Salvaging Forbidden Treasure in Medical Data: Utilizing Surrogate Outcomes and Single Records for Rare Event Modeling
Journal:
arXiv
Published Date:
Jan 25, 2025
Abstract
The vast repositories of Electronic Health Records (EHR) and medical claims
hold untapped potential for studying rare but critical events, such as suicide
attempt. Conventional setups often model suicide attempt as a univariate
outcome and also exclude any ``single-record'' patients with a single
documented encounter due to a lack of historical information. However, patients
who were diagnosed with suicide attempts at the only encounter could, to some
surprise, represent a substantial proportion of all attempt cases in the data,
as high as 70--80%. We innovate a hybrid and integrative learning framework to
leverage concurrent outcomes as surrogates and harness the forbidden yet
precious information from single-record data.
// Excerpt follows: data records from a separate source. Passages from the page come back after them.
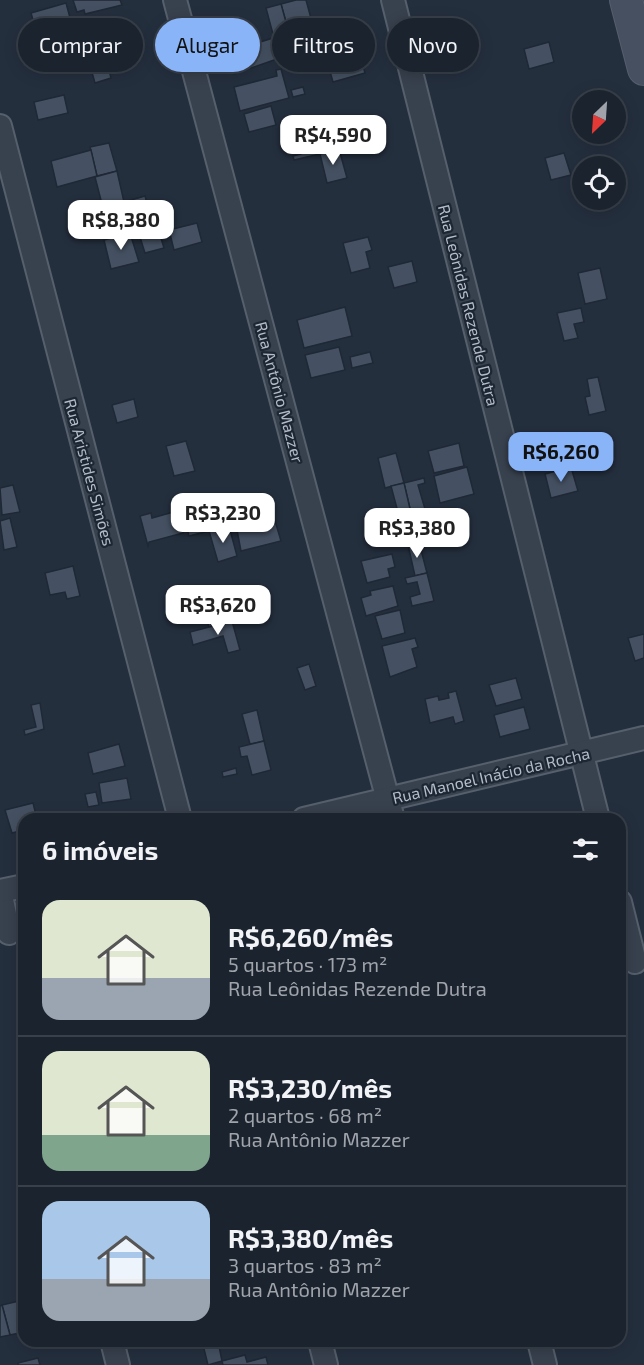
<!DOCTYPE html>
<html lang="pt">
<head>
<meta charset="utf-8">
<style>
	body { margin:0; font-family:"Exo 2",sans-serif; background:#282f3a; color:#f1f3f6; height:100vh; display:flex; flex-direction:column; font-size:22px; white-space:nowrap }
	* { box-sizing:border-box; margin:0 }
	p { font-size:20px; color:#a0a4aa }
	.icon { flex:none; width:33px; height:33px; fill:none; stroke:currentColor; stroke-width:2; stroke-linecap:round; stroke-linejoin:round }
	.map { position:relative; flex:1; overflow:hidden }
	.drawer { position:absolute; left:18px; top:813px; width:608px; height:534px; display:flex; flex-direction:column; background:#1b232e; border-radius:18px; box-shadow:0 3px 15px #0003,0 0 0 2px #39404a }
	.drawer>* { flex:none }
	.guide { position:absolute; left:18px; top:18px; width:609px; height:54px; display:flex; gap:12px }
	.needle { width:39px; rotate:205deg }
	.fabs { position:absolute; left:572px; top:90px; display:grid; gap:12px }
	.fabs a { display:grid; place-items:center; width:54px; height:54px; border-radius:50%; background:#1b232e; box-shadow:0 3px 15px #0003,0 0 0 2px #39404a; font-size:30px }
	.price { position:absolute; translate:-50% -51px; padding:0 14px; border-radius:12px; background:#fff; color:#222; font-size:20px; line-height:39px; filter:drop-shadow(0 2px 3px #0008) }
	.price::after { content:''; position:absolute; left:50%; top:36px; width:18px; height:14px; margin-left:-9px; background:inherit; clip-path:polygon(0 0,100% 0,50% 100%) }
	.price.active { background:#8ab4f8; color:#111 }
	ul { padding:0; list-style:none }
	li { display:flex; align-items:center; gap:18px; height:150px; padding:0 24px }
	li+li { border-top:2px solid #39404a }
	li span { display:grid; place-items:center; flex:none; width:168px; height:120px; border-radius:18px; color:#555 }
	li>.icon { margin-inline-start:auto }
	span .icon { width:72px; height:72px; fill:#fffc; stroke-width:1 }
	li b { font-size:26px }
	h2 { display:flex; justify-content:space-between; align-items:center; height:72px; padding:0 24px; font-size:26px }
	.pill { padding:0 21px; border-radius:27px; background:#1b232e; box-shadow:0 3px 15px #0003,0 0 0 2px #39404a; font-size:21px; line-height:54px }
	.pill.active { background:#8ab4f8; color:#111 }
	.map>svg:first-child { display:block }
	.building { fill:#455162; stroke:#1f2835; stroke-width:1.5 }
	.lines { fill:none; stroke-linecap:round; stroke-linejoin:round }
	.street-casing { stroke:#565f6c; stroke-width:26 }
	.secondary-casing { stroke:#565f6c; stroke-width:34 }
	.street { stroke:#38414e; stroke-width:22 }
	.secondary { stroke:#465061; stroke-width:32 }
	.labels { text-anchor:middle; dominant-baseline:central; stroke-width:4.5; stroke-linejoin:round; paint-order:stroke }
	.street-label { font-size:16px; fill:#b4bcc9; stroke:#1d2633 }
</style>
</head>
<body>
<div class="map">
<svg width="644" height="1365" viewBox="0 0 644 1365">
	<rect width="100%" height="100%" fill="#242f3e"/>
	<g class="building">
		<polygon points="73,0 120,0 122,5 85,14 84,10 77,12"/>
		<polygon points="296,0 306,0 312,22 307,23 308,28 289,33 281,4"/>
		<polygon points="66,3 72,25 37,34 31,13"/>
		<polygon points="281,4 289,33 274,38 266,8"/>
		<polygon points="289,33 294,53 234,74 228,52"/>
		<polygon points="549,42 554,62 529,69 524,49"/>
		<polygon points="115,46 117,55 106,58 111,78 95,83 87,55"/>
		<polygon points="359,52 365,73 333,82 327,61"/>
		<polygon points="281,69 289,98 240,111 234,87 277,76 276,70"/>
		<polygon points="303,87 305,94 293,97 291,90"/>
		<polygon points="64,95 68,113 38,120 34,102"/>
		<polygon points="271,106 276,125 249,132 244,114"/>
		<polygon points="312,122 320,154 294,160 293,156 301,154 294,127"/>
		<polygon points="109,143 117,171 97,176 90,147"/>
		<polygon points="339,149 347,178 327,183 320,154"/>
		<polygon points="91,150 97,176 57,187 51,161"/>
		<polygon points="564,153 571,175 551,180 545,158"/>
		<polygon points="117,171 124,202 103,208 95,177"/>
		<polygon points="145,196 153,226 132,232 129,221 134,220 130,206 126,208 124,202"/>
		<polygon points="197,223 202,242 174,250 169,230"/>
		<polygon points="158,228 164,248 145,253 139,234"/>
		<polygon points="130,233 139,262 111,269 104,240"/>
		<polygon points="368,237 372,250 366,252 370,268 351,273 343,243"/>
		<polygon points="412,261 417,282 394,288 388,267"/>
		<polygon points="600,268 607,299 585,304 578,273"/>
		<polygon points="345,307 352,336 304,348 297,320"/>
		<polygon points="581,308 584,322 574,324 578,338 564,341 557,313"/>
		<polygon points="339,347 345,370 311,378 305,355"/>
		<polygon points="370,352 373,363 352,368 350,357"/>
		<polygon points="598,377 606,411 589,415 585,397 590,396 587,379"/>
		<polygon points="134,399 138,417 117,423 112,405"/>
		<polygon points="186,441 195,471 174,476 166,446"/>
		<polygon points="459,443 464,466 434,473 428,451"/>
		<polygon points="396,453 404,483 385,488 378,458"/>
		<polygon points="467,467 474,494 440,503 434,476"/>
		<polygon points="571,467 578,491 551,498 545,474"/>
		<polygon points="424,478 425,483 418,485 425,509 411,513 404,483"/>
		<polygon points="404,483 411,513 399,516 391,486"/>
		<polygon points="13,485 20,512 2,515 0,488"/>
		<polygon points="253,496 255,519 231,526 231,513 226,514 223,504"/>
		<polygon points="200,501 209,531 189,536 181,505"/>
		<polygon points="177,511 183,533 149,542 148,546 140,516 151,513 152,518"/>
		<polygon points="273,514 281,541 241,551 236,525"/>
		<polygon points="10,518 17,547 4,550 0,521"/>
		<polygon points="229,526 237,556 218,562 209,531"/>
		<polygon points="419,542 427,573 415,576 408,545"/>
		<polygon points="392,554 395,567 388,569 390,577 367,583 361,561"/>
		<polygon points="73,566 80,596 67,599 65,592 50,595 45,573"/>
		<polygon points="427,573 434,601 412,606 410,597 420,594 417,582 407,584 405,578"/>
		<polygon points="393,586 398,606 366,616 361,598 371,595 370,591"/>
		<polygon points="224,591 232,621 209,627 202,603 195,605 196,608 181,612 179,602"/>
		<polygon points="400,610 405,633 382,639 375,616"/>
		<polygon points="232,621 240,650 228,653 223,636 193,645 190,632"/>
		<polygon points="644,634 644,658 635,661 628,638"/>
		<polygon points="415,638 418,647 412,649 417,667 390,677 382,646"/>
		<polygon points="309,664 316,686 305,690 297,668"/>
		<polygon points="516,678 522,699 496,706 489,685"/>
		<polygon points="456,691 464,721 455,724 453,717 430,723 425,699 438,696 439,700 449,698 448,693"/>
		<polygon points="40,703 44,729 25,735 24,730 36,727 31,705"/>
		<polygon points="524,707 530,729 500,737 494,715"/>
		<polygon points="257,710 264,741 250,744 242,714"/>
		<polygon points="264,741 271,770 252,775 247,756 241,757 239,747"/>
		<polygon points="119,744 125,766 93,774 88,753"/>
		<polygon points="236,768 237,774 223,777 222,772"/>
		<polygon points="127,778 131,799 102,803 99,783"/>
		<polygon points="96,792 99,805 88,807 85,794"/>
		<polygon points="33,803 37,819 24,819 24,830 12,833 5,810"/>
		<polygon points="19,1301 24,1332 10,1335 2,1305"/>
		<polygon points="2,1305 10,1335 0,1337 0,1306"/>
		<polygon points="202,1341 218,1341 222,1361 208,1365"/>
		<polygon points="245,1355 247,1362 266,1357 268,1365 223,1365 222,1361"/>
		<polygon points="38,1358 40,1365 18,1365 18,1363"/>
	</g>
	<g class="lines">
		<defs>
			<g id="street">
				<polyline points="175,0 393,819"/>
				<polyline points="393,0 598,819"/>
				<polyline points="0,126 180,819"/>
				<polyline points="304,819 644,738"/>
				<polyline points="0,891 9,933"/>
				<polyline points="0,891 24,886"/>
				<polyline points="620,902 635,962"/>
				<polyline points="112,1341 118,1365"/>
				<polyline points="320,1341 326,1365"/>
				<polyline points="539,1341 545,1365"/>
			</g>
			<polyline id="secondary" points="626,0 644,69"/>
		</defs>
		<use href="#street" class="street-casing"/>
		<use href="#secondary" class="secondary-casing"/>
		<use href="#street" class="street"/>
		<use href="#secondary" class="secondary"/>
	</g>
	<g class="labels">
		<g class="street-label">
			<text transform="translate(469 305) rotate(76)">Rua Leônidas Rezende Dutra</text>
			<text transform="translate(280 392) rotate(75)">Rua Antônio Mazzer</text>
			<text transform="translate(90 472) rotate(75)">Rua Aristides Simões</text>
			<text transform="translate(491 775) rotate(-13)">Rua Manoel Inácio da Rocha</text>
		</g>
	</g>
</svg>
<div class="fabs">
<a><svg class="needle" viewBox="-14 -14 28 28"><path d="M0-13l5 13h-10z" fill="#e53935"/><path d="M0 13l5-13h-10z" fill="#a0a4aa"/></svg></a>
<a><svg class="icon" aria-label="locate" viewBox="0 0 24 24"><circle cx="12" cy="12" r="6"/><path d="M12 2v4M12 18v4M2 12h4M18 12h4"/></svg></a>
</div>
<b class="price" style="left:333px;top:166px">R$4,590</b>
<b class="price" style="left:121px;top:251px">R$8,380</b>
<b class="price active" style="left:561px;top:483px">R$6,260</b>
<b class="price" style="left:223px;top:544px">R$3,230</b>
<b class="price" style="left:417px;top:559px">R$3,380</b>
<b class="price" style="left:218px;top:636px">R$3,620</b>
<div class="guide">
<a class="pill">Comprar</a>
<a class="pill active">Alugar</a>
<a class="pill">Filtros</a>
<a class="pill">Novo</a>
</div>
<section class="drawer">
<h2>6 imóveis<svg class="icon" aria-label="filters" viewBox="0 0 24 24"><path d="M4 7h16M4 17h16"/><circle cx="9" cy="7" r="2"/><circle cx="15" cy="17" r="2"/></svg></h2>
<ul>
<li><span style="background:linear-gradient(#dfe7d0 65%,#9aa5b1 0)"><svg class="icon" aria-label="home" viewBox="0 0 24 24"><path d="M3 11l9-7 9 7M6 9v11h12V9"/></svg></span><div><b>R$6,260/mês</b><p>5 quartos · 173 m²</p><p>Rua Leônidas Rezende Dutra</p></div></li>
<li><span style="background:linear-gradient(#dfe7d0 70%,#7fa58c 0)"><svg class="icon" aria-label="home" viewBox="0 0 24 24"><path d="M3 11l9-7 9 7M6 9v11h12V9"/></svg></span><div><b>R$3,230/mês</b><p>2 quartos · 68 m²</p><p>Rua Antônio Mazzer</p></div></li>
<li><span style="background:linear-gradient(#a9c7e8 65%,#9aa5b1 0)"><svg class="icon" aria-label="home" viewBox="0 0 24 24"><path d="M3 11l9-7 9 7M6 9v11h12V9"/></svg></span><div><b>R$3,380/mês</b><p>3 quartos · 83 m²</p><p>Rua Antônio Mazzer</p></div></li>
</ul>
</section>
</div>
</body>
</html>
Our approach employs a supervised
learning component to learn the latent variables that connect primary (e.g.,
suicide) and surrogate outcomes (e.g., mental disorders) to historical
information. It simultaneously employs an unsupervised learning component to
utilize the single-record data, through the shared latent variables. As such,
our approach offers a general strategy for information integration that is
crucial to modeling rare conditions and events. With hospital inpatient data
from Connecticut, we demonstrate that single-record data and concurrent
diagnoses indeed carry valuable information, and utilizing them can
substantially improve suicide risk modeling.